15th December 2025 2025 年 12 月 15 日
I wrote about JustHTML yesterday —Emil Stenström’s project to build a new standards compliant HTML5 parser in pure Python code using coding agents running against the comprehensive html5lib-tests testing library. Last night, purely out of curiosity, I decided to try porting JustHTML from Python to JavaScript with the least amount of effort possible, using Codex CLI and GPT-5.2. It worked beyond my expectations.
我昨天写过 JustHTML——Emil Stenström 的项目,旨在用纯 Python 代码构建一个符合新标准的 HTML5 解析器,借助编码代理运行在全面的 html5lib-tests 测试库上。昨晚,纯粹出于好奇,我决定尝试用最少的精力,将 JustHTML 从 Python 移植到 JavaScript,使用 Codex CLI 和 GPT-5.2。结果远超我的预期。
TL;DR
I built simonw/justjshtml, a dependency-free HTML5 parsing library in JavaScript which passes 9,200 tests from the html5lib-tests suite and imitates the API design of Emil’s JustHTML library.
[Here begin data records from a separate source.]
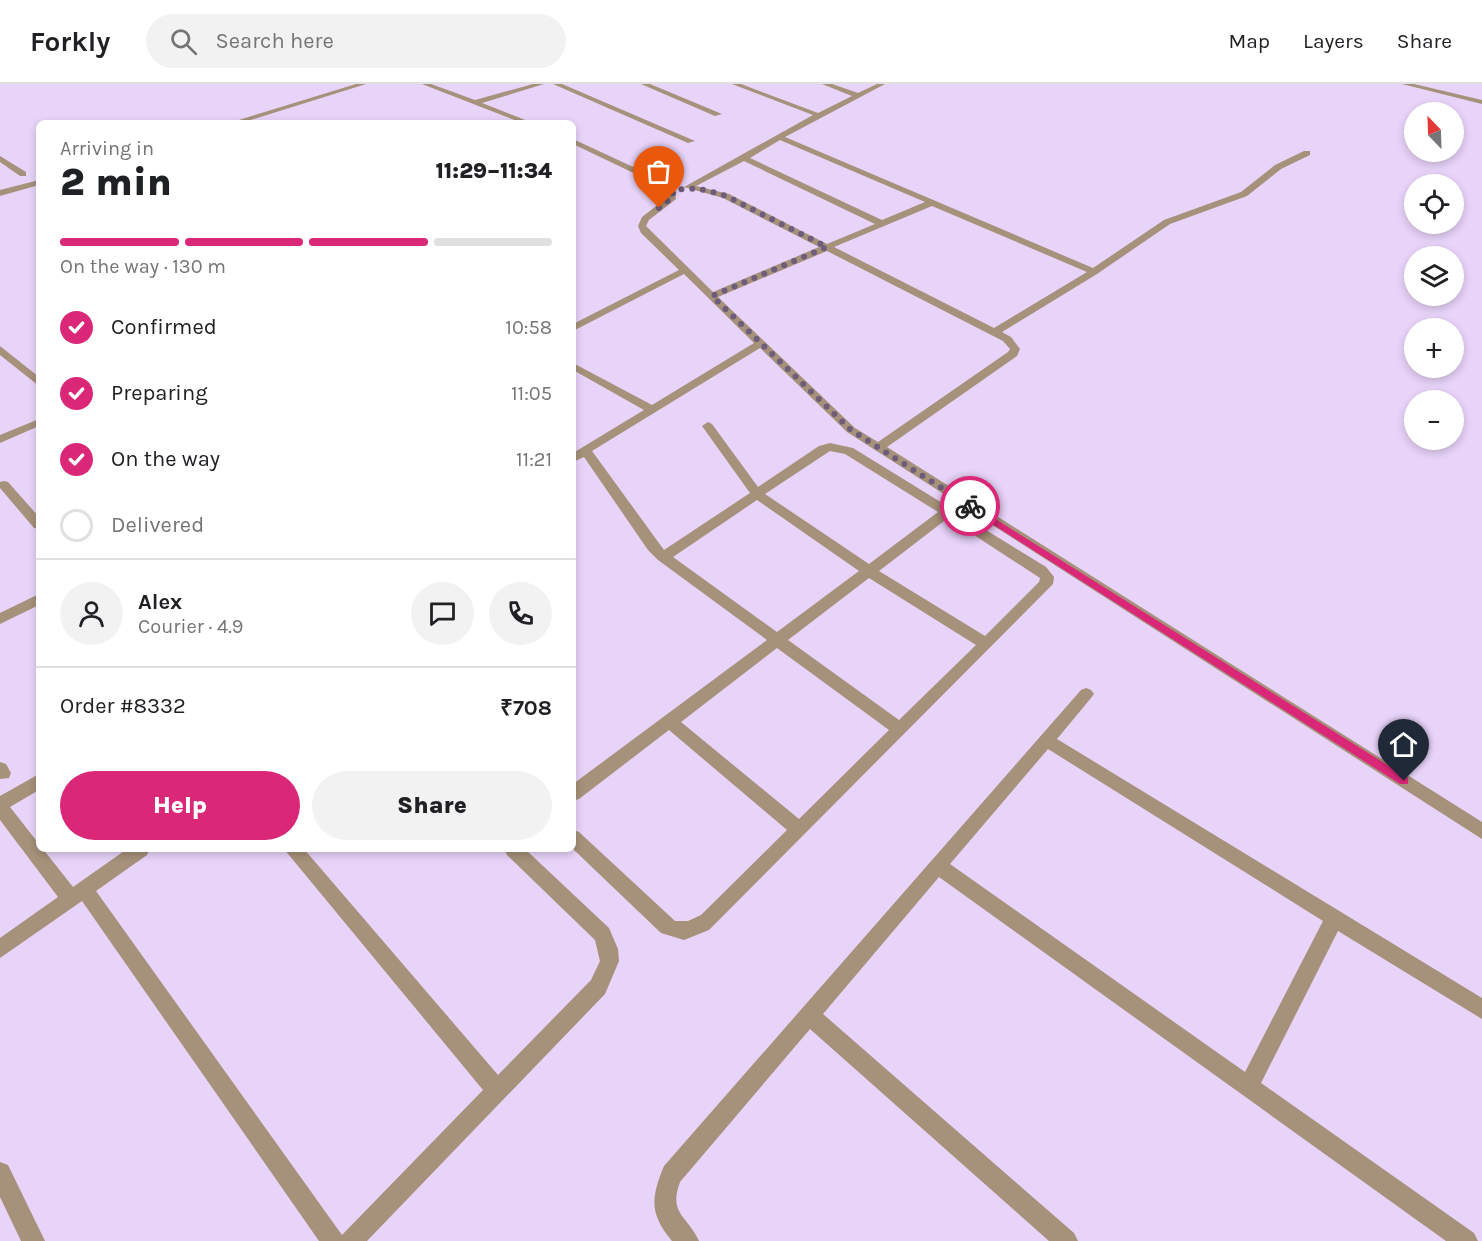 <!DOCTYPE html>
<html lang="en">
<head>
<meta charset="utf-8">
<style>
	body { margin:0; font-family:Karla,sans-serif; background:#f2f2f2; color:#202124; height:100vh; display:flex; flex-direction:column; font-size:22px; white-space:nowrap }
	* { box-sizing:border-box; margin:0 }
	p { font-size:20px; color:#757577 }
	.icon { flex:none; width:33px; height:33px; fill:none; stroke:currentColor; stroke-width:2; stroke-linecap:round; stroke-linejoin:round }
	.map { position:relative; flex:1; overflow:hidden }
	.details { position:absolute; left:36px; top:36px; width:540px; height:732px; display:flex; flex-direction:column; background:#fff; border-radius:9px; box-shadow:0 3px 9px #0003 }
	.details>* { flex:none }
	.needle { width:39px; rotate:337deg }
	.tools { position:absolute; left:1404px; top:18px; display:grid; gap:12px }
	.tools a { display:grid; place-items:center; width:60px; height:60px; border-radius:50%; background:#fff; box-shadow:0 3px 9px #0003; font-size:30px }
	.pin { position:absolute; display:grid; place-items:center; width:51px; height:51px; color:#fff; margin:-62px -26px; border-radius:50% 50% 50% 0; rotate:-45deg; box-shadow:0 0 6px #0007 }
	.pin .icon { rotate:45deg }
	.courier { position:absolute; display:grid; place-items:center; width:60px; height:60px; margin:-30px; border:4px solid #db2777; border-radius:50%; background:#fff; color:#222; box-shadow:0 2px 8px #0007 }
	.summary em { font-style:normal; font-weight:800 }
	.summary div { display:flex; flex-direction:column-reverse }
	.summary { display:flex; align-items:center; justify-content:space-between; height:102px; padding:0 24px }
	h1 { font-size:39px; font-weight:800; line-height:45px }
	.bar { display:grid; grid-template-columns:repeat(4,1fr); gap:9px 6px; align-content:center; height:72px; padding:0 24px }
	.bar i { height:8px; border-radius:4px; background:#e0e0e0 }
	.bar .current { background:#db2777 }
	.bar p { grid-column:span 4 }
	.line { display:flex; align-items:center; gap:15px; padding:0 24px; border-top:2px solid #e0e0e0 }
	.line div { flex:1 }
	.round { display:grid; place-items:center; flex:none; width:63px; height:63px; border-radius:32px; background:#f2f2f2 }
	ol { padding:0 24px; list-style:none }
	li { display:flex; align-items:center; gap:18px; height:66px }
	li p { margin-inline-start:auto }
	li .icon { padding:6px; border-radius:50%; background:#db2777; color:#fff; stroke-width:4 }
	li:last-child { color:#757577 }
	li i { width:33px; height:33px; border:3px solid #e0e0e0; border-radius:50% }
	.primary-button { display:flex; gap:12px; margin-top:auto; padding:12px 24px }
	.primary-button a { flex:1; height:69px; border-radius:36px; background:#db2777; color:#fff; font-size:24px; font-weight:800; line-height:69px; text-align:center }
	.primary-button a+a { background:#f2f2f2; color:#202124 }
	header { display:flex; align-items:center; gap:36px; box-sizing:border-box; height:84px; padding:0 30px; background:#fff; border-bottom:2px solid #e0e0e0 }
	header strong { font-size:28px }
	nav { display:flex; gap:33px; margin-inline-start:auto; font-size:21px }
	.search { width:420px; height:54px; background:#f2f2f2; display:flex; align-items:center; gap:15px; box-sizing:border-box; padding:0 21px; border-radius:33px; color:#757577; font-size:22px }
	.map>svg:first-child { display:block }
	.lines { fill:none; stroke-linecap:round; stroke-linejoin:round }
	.street { fill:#a6917a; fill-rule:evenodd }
	.route { fill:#db2777 }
	.done { stroke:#6e5d7a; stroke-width:6; stroke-dasharray:0 10.8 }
</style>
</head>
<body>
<header>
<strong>Forkly</strong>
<div class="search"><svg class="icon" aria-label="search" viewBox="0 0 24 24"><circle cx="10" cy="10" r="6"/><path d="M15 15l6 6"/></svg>Search here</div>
<nav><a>Map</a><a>Layers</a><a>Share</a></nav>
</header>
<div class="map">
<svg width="1482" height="1157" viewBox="0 0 1482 1157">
	<rect width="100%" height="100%" fill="#e8d3f9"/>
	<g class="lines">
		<path class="street" d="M 356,0 L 366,0 L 241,39 L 229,39 Z
			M 422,0 L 431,0 L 475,16 L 533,0 L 544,0 L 482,19 L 533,39 L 522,39 Z
			M 553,0 L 562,0 L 695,57 L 688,59 Z
			M 641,0 L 650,0 L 722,30 L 715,32 Z
			M 732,0 L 741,0 L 818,29 L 852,12 L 822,0 L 832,0 L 858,9 L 877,0 L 885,0 L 785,53 L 1093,184 L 1164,136 L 1241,108 L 1275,81 L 1304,67 L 1310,67 L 1310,71 L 1281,85 L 1247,112 L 1170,140 L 1097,190 L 1002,248 L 1011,253 L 1020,265 L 1017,272 L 887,363 L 1482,738 L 1482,755 L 847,348 L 760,264 L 592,367 L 664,466 L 750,409 L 702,342 L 708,338 L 712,340 L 758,403 L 819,362 L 830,359 L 853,364 L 1046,483 L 1054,493 L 1053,500 L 709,846 L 684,856 L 661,849 L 573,765 L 573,746 L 579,748 L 675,837 L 688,837 L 701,831 L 787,746 L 669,646 L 579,715 L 573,717 L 573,700 L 767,556 L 658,476 L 648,466 L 584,373 L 573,378 L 573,369 L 644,326 L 573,286 L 573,279 L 652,321 L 754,259 L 684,190 L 573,247 L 573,240 L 679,186 L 641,149 L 638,142 L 642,133 L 669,112 L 667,105 L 573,60 L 573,55 L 674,102 L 676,115 L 649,136 L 646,142 L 713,208 L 819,163 L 723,114 L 684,103 L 813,31 ZM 780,56 L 925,118 L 882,136 L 750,74 ZM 744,77 L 875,140 L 827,160 L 729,110 L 696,102 ZM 932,122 L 1087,188 L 994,244 L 834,163 ZM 827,167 L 1003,257 L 1010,265 L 1008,268 L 878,358 L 855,344 L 718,213 ZM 830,367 L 845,370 L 938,428 L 869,480 L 765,410 ZM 757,416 L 859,487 L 777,548 L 673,473 ZM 948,434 L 1040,494 L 1039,498 L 985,552 L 879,487 ZM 869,494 L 976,561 L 899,636 L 788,556 ZM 777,564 L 889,646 L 799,735 L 681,638 Z
			M 1402,0 L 1414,0 L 1482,16 L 1482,20 Z
			M 0,72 L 26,88 L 26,92 L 20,92 L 0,78 Z
			M 39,96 L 39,101 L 0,112 L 0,106 Z
			M 0,262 L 39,293 L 39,302 L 0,271 Z
			M 39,335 L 39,342 L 0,359 L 0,351 Z
			M 4,397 L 8,398 L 39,433 L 39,445 L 34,444 L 0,404 L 0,398 Z
			M 39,510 L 39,521 L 0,540 L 0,529 Z
			M 1086,604 L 1091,606 L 1094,610 L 1091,614 L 1057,655 L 1482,914 L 1482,935 L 1338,847 L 1261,999 L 1474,1149 L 1478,1157 L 1446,1157 L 939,793 L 823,930 L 1074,1149 L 1078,1157 L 1049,1157 L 810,945 L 680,1098 C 668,1130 688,1132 699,1157 L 672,1157 C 649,1129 651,1114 664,1082 L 1081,606 ZM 1048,665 L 1323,837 L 1245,988 L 950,780 Z
			M 0,678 L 6,680 L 11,689 L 9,694 L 0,695 Z
			M 39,690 L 39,706 L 10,723 L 39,760 L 39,765 L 43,765 L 73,803 L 127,765 L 150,765 L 147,771 L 96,807 L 342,1151 L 483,1006 L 284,765 L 304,765 L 498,991 L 591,896 L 600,877 L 595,856 L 507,771 L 504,765 L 525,765 L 609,844 L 618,865 L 619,877 L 605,910 L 367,1157 L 319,1157 L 82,817 L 0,874 L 0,854 L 58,813 L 0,736 L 0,712 Z
			M 0,1078 L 8,1081 L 45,1157 L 21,1157 L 0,1113 Z"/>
	</g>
	<path class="route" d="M 970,419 L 1408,694 L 1408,700 L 1400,700 L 967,424 L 967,420 Z"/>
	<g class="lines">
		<path class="done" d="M 659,124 L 673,113 L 673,107 C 692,102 708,106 726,112 L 827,163 L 712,212 L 851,346 L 970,422"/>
	</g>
</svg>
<div class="tools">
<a><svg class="needle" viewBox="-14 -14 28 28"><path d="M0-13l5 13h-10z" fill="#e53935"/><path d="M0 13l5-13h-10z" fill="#757577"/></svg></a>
<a><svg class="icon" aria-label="locate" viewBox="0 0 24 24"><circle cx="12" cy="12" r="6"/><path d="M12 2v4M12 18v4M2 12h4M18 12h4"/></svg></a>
<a><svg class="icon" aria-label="layers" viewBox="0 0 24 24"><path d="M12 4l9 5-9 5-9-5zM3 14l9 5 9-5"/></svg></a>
<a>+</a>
<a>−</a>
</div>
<div class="pin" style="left:659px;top:124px;background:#ea580c"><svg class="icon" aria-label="bag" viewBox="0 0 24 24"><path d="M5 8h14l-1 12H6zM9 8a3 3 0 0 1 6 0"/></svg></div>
<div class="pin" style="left:1404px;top:697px;background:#1f2937"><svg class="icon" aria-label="home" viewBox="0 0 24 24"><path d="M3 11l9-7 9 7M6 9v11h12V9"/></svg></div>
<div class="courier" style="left:970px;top:422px"><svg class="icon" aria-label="bike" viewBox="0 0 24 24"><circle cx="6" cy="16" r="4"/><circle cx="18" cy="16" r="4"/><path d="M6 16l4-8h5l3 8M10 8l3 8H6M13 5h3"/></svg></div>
<section class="details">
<div class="summary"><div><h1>2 min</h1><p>Arriving in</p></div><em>11:29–11:34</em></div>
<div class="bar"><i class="current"></i><i class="current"></i><i class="current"></i><i></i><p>On the way · 130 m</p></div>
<ol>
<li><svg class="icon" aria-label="check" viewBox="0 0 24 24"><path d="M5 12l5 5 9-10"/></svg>Confirmed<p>10:58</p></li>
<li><svg class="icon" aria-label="check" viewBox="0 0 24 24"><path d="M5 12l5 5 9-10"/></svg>Preparing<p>11:05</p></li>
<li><svg class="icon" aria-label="check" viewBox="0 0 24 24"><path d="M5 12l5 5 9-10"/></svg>On the way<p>11:21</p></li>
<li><i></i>Delivered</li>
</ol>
<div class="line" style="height:108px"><a class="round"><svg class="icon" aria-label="person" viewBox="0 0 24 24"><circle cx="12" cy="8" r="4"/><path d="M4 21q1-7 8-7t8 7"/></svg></a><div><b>Alex</b><p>Courier · 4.9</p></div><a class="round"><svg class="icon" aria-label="chat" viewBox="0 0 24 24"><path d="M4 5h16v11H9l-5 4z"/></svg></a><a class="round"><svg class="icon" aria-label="phone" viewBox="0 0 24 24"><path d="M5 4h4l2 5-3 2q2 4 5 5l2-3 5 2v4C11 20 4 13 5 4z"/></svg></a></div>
<div class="line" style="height:78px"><div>Order #8332</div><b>₹708</b></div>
<div class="primary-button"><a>Help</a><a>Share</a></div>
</section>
</div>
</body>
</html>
我构建了 simonw/justjshtml,这是一个无依赖的 JavaScript HTML5 解析库,通过了 html5lib-tests 套件中的 9,200 个测试,并模仿了 Emil 的 JustHTML 库的 API 设计。
只用了两个初始提示和几次很小的后续操作。运行在 Codex CLI 上的 GPT-5.2 持续工作了数小时,处理了 1,464,295 个输入 token、97,122,176 个缓存输入 token 和 625,563 个输出 token,最终在 43 次提交中生成了 9,000 行经过完整测试的 JavaScript 代码。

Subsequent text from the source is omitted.